**EXERCISE**
Each line from the first line of the entries through the line holding "0 #c4c6c8) drop-shadow(-1px" is to be restated word for word; nothing else, and no picture, belongs in the answer.

**RECORDED INFORMATION**
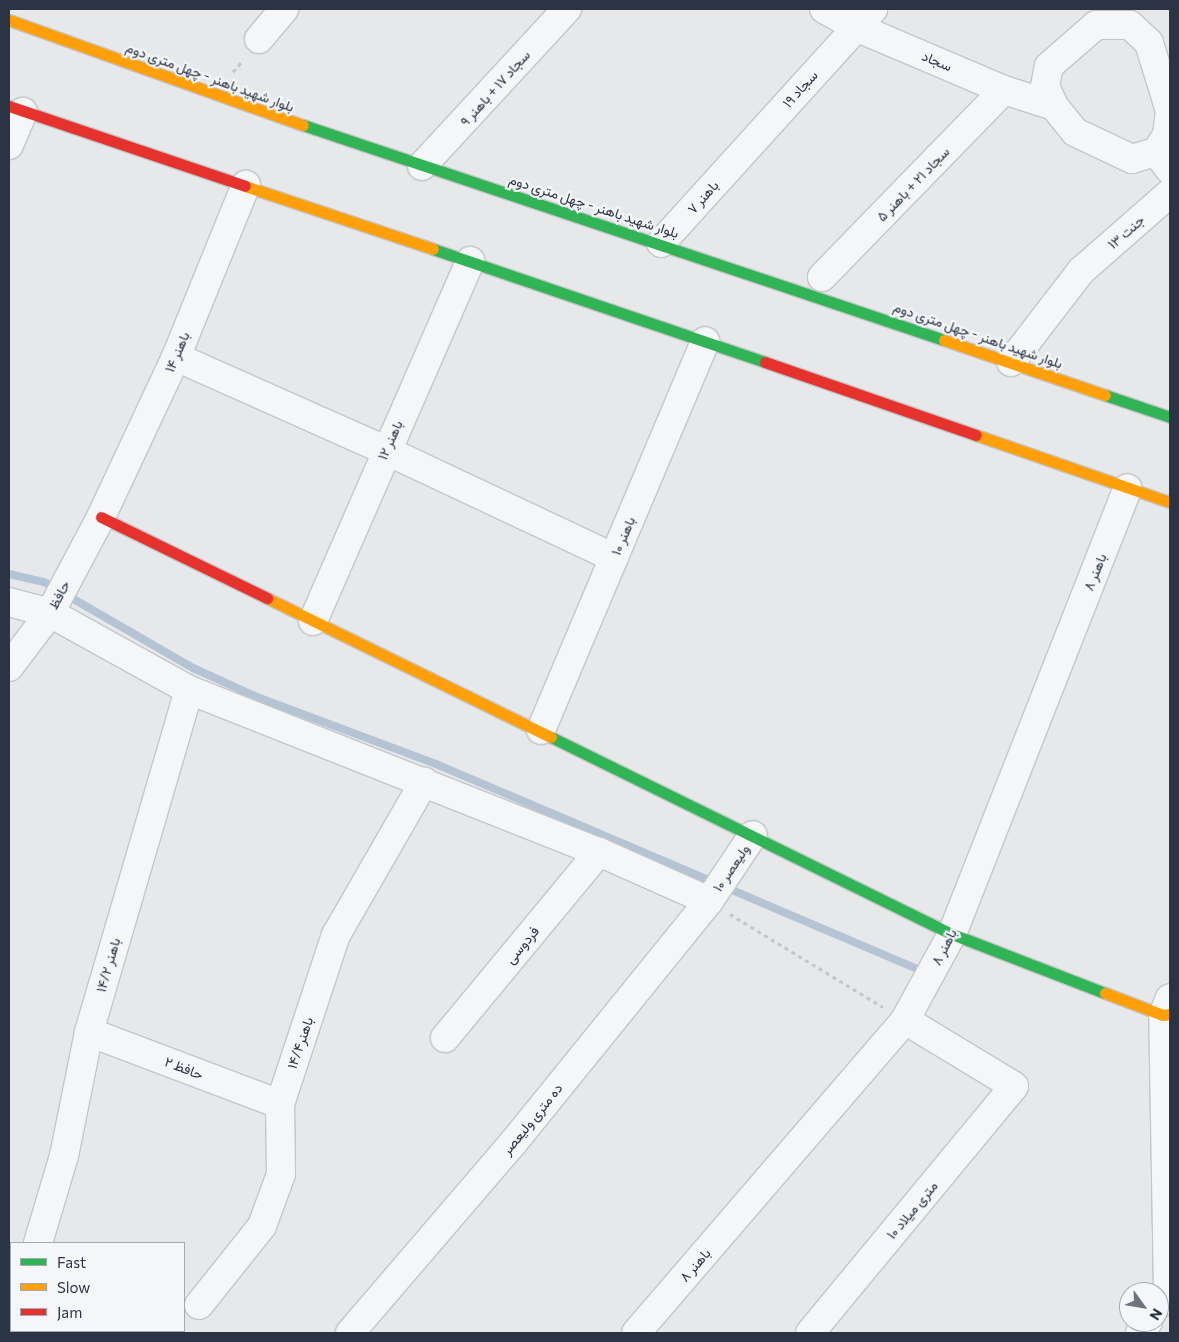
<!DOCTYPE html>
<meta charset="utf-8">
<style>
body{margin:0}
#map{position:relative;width:1179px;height:1342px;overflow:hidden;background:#e6e8ea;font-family:Commissioner,Vazirmatn,sans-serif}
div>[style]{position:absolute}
.stream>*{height:8px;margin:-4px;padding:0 4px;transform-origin:4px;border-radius:4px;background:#b4c4d5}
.path>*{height:3px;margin-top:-1.5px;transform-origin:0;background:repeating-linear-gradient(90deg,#c5c6ca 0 4px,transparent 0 8px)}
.roads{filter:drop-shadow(1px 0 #c4c6c8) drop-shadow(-1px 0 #c4c6c8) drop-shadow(0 1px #c4c6c8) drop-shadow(0 -1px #c4c6c8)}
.street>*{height:28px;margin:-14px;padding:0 14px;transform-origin:14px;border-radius:14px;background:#f5f6f7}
.fast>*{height:11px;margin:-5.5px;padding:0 5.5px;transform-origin:5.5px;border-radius:5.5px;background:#30b455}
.slow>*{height:11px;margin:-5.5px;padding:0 5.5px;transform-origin:5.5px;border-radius:5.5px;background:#ff9f0a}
.jam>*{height:11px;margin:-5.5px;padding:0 5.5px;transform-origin:5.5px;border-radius:5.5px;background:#e5322d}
span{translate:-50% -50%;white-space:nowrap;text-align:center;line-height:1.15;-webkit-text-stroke:4.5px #f4f6f9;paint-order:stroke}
.street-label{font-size:14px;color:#2b3445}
.frame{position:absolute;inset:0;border:10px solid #2b3445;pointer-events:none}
.legend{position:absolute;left:10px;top:1242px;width:175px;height:90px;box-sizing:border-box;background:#f4f6f9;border:1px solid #a4a8b1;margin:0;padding:6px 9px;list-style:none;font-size:15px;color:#2b3445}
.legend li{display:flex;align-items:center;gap:10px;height:25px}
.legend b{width:25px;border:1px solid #a4a8b1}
.north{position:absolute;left:1119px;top:1282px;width:50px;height:50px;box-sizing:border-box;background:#f4f6f9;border:1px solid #a4a8b1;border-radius:50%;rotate:122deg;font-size:14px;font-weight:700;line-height:20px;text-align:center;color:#2b3445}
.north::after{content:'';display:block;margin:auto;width:18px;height:22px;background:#6c737f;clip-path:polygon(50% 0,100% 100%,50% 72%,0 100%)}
</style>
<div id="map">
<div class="stream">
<i style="left:9px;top:574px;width:36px;rotate:13deg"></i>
<i style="left:44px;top:582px;width:172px;rotate:30deg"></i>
<i style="left:193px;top:668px;width:70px;rotate:24.4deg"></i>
<i style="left:257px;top:697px;width:191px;rotate:20.5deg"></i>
<i style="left:436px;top:764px;width:521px;rotate:23.07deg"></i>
</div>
<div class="path">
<i style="left:233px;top:72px;width:16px;rotate:-50deg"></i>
<i style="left:730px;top:914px;width:179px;rotate:31.3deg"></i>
</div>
<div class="roads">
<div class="street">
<i style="left:824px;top:9px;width:37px;rotate:29deg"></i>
<i style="left:856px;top:27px;width:161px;rotate:23.1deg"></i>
<i style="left:1004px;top:90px;width:52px;rotate:17.7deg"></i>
<i style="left:1096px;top:25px;width:34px"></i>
<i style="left:1130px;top:25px;width:26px;rotate:43deg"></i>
<i style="left:1149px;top:43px;width:71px;rotate:72.8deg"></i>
<i style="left:1170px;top:111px;width:24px;rotate:97deg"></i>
<i style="left:1167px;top:135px;width:20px;rotate:123deg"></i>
<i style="left:1156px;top:152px;width:25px;rotate:164deg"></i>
<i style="left:1132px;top:159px;width:63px;rotate:-154.7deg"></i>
<i style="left:1075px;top:132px;width:33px;rotate:-129deg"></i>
<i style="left:1054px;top:106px;width:22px;rotate:-114deg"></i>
<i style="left:1045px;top:86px;width:20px;rotate:-79deg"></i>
<i style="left:1049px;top:66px;width:62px;rotate:-41.1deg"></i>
<i style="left:259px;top:39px;width:39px;rotate:-50deg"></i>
<i style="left:9px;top:145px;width:36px;rotate:-67deg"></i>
<i style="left:1156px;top:152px;width:23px;rotate:52deg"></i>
<i style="left:422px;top:166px;width:214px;rotate:-47.3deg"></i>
<i style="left:661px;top:243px;width:316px;rotate:-47.8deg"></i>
<i style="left:822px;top:277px;width:261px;rotate:-45.8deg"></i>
<i style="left:176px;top:357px;width:229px;rotate:24deg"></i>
<i style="left:385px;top:450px;width:253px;rotate:25.2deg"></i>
<i style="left:1011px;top:362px;width:115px;rotate:-52.4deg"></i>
<i style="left:1081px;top:271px;width:118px;rotate:-41.2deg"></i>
<i style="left:9px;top:602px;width:42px;rotate:15deg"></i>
<i style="left:50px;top:613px;width:159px;rotate:29deg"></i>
<i style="left:189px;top:690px;width:441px;rotate:21.6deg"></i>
<i style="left:599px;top:852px;width:120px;rotate:24deg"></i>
<i style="left:313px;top:621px;width:393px;rotate:-66.4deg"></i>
<i style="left:9px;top:667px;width:68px;rotate:-52.8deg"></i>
<i style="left:50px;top:613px;width:109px;rotate:-62deg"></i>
<i style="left:101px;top:517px;width:177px;rotate:-64.9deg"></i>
<i style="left:176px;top:357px;width:186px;rotate:-67.9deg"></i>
<i style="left:541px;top:730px;width:422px;rotate:-67.1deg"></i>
<i style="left:89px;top:1032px;width:204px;rotate:20.7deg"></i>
<i style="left:445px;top:1038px;width:241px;rotate:-50.4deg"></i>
<i style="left:38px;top:1243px;width:91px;rotate:-73.4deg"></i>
<i style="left:64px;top:1156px;width:126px;rotate:-78.6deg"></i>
<i style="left:89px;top:1032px;width:356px;rotate:-73.7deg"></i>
<i style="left:1159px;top:1304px;width:16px;rotate:-55deg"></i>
<i style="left:1168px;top:1291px;width:276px;rotate:-91deg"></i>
<i style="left:1163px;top:1015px;width:18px;rotate:-68deg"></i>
<i style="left:199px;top:1305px;width:101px;rotate:-51.4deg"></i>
<i style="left:262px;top:1226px;width:55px;rotate:-69.9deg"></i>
<i style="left:281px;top:1174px;width:70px;rotate:-90.8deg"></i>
<i style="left:280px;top:1104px;width:178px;rotate:-71.7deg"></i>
<i style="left:336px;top:935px;width:177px;rotate:-60.1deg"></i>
<i style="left:11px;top:1333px;width:2px;rotate:-90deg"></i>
<i style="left:350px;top:1333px;width:250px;rotate:-49.4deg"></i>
<i style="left:513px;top:1143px;width:311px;rotate:-51deg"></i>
<i style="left:709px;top:901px;width:79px;rotate:-56.3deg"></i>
<i style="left:636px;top:1333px;width:413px;rotate:-49.3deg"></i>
<i style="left:905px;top:1020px;width:98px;rotate:-61.3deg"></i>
<i style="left:952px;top:934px;width:479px;rotate:-68.5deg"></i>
<i style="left:810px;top:1333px;width:320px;rotate:-50.4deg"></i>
<i style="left:1014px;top:1086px;width:127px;rotate:-148.8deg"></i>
<i style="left:1140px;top:1333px;width:14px;rotate:-54deg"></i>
</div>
<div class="fast">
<i style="left:303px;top:125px;width:676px;rotate:18.54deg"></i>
<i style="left:433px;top:249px;width:351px;rotate:18.8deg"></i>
<i style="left:1105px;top:395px;width:69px;rotate:18.7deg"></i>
<i style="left:551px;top:737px;width:447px;rotate:26.2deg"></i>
<i style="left:952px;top:934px;width:164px;rotate:21.1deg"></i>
</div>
<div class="slow">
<i style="left:9px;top:20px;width:312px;rotate:19.7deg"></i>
<i style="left:245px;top:186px;width:198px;rotate:18.5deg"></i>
<i style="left:944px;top:340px;width:170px;rotate:18.9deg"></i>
<i style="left:976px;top:435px;width:205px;rotate:19.1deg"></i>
<i style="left:267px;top:598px;width:316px;rotate:26.1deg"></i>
<i style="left:1105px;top:993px;width:62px;rotate:20.8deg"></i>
<i style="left:1163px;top:1015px;width:7px;rotate:-8deg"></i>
</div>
<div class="jam">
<i style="left:9px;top:106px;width:249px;rotate:18.7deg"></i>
<i style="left:765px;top:362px;width:223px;rotate:19.1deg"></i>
<i style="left:101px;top:517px;width:185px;rotate:26deg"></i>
</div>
</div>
<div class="street-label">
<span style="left:937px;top:61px;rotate:23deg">سجاد</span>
<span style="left:210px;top:77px;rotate:20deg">بلوار شهید باهنر - چهل متری دوم</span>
<span style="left:495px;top:88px;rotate:-48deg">سجاد ۱۷ + باهنر ۹</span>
<span style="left:800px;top:89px;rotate:-48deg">سجاد ۱۹</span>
<span style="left:913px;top:184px;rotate:-46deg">سجاد ۲۱ + باهنر ۵</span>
<span style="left:703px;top:197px;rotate:-48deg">باهنر ۷</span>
<span style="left:594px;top:206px;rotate:18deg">بلوار شهید باهنر - چهل متری دوم</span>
<span style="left:1126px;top:232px;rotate:-41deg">جنت ۱۳</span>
<span style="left:978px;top:335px;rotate:19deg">بلوار شهید باهنر - چهل متری دوم</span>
<span style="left:177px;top:352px;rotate:-67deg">باهنر ۱۴</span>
<span style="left:390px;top:440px;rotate:-66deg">باهنر ۱۲</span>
<span style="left:623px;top:536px;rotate:-67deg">باهنر ۱۰</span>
<span style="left:1095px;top:572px;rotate:-68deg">باهنر ۸</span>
<span style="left:59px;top:595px;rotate:-62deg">حافظ</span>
<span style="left:731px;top:868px;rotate:-56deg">ولیعصر ۱۰</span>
<span style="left:522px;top:945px;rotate:-50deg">فردوسی</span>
<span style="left:944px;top:947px;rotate:-63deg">باهنر ۸</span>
<span style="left:108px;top:965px;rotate:-74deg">باهنر ۱۴/۲</span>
<span style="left:300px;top:1043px;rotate:-71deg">باهنر۱۴/۴</span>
<span style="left:184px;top:1068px;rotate:21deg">حافظ ۲</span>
<span style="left:532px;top:1119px;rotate:-51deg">ده متری ولیعصر</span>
<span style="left:912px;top:1210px;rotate:-50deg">۱۰ متری میلاد</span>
<span style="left:695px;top:1265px;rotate:-49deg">باهنر ۸</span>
</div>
<div class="frame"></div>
<ul class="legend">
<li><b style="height:6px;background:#30b455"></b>Fast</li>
<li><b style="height:6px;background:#ff9f0a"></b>Slow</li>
<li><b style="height:6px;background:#e5322d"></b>Jam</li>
</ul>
<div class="north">N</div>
</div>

**EXERCISE ANSWER**
<!DOCTYPE html>
<meta charset="utf-8">
<style>
body{margin:0}
#map{position:relative;width:1179px;height:1342px;overflow:hidden;background:#e6e8ea;font-family:Commissioner,Vazirmatn,sans-serif}
div>[style]{position:absolute}
.stream>*{height:8px;margin:-4px;padding:0 4px;transform-origin:4px;border-radius:4px;background:#b4c4d5}
.path>*{height:3px;margin-top:-1.5px;transform-origin:0;background:repeating-linear-gradient(90deg,#c5c6ca 0 4px,transparent 0 8px)}
.roads{filter:drop-shadow(1px 0 #c4c6c8) drop-shadow(-1px 0 #c4c6c8) drop-shadow(0 1px #c4c6c8) drop-shadow(0 -1px #c4c6c8)}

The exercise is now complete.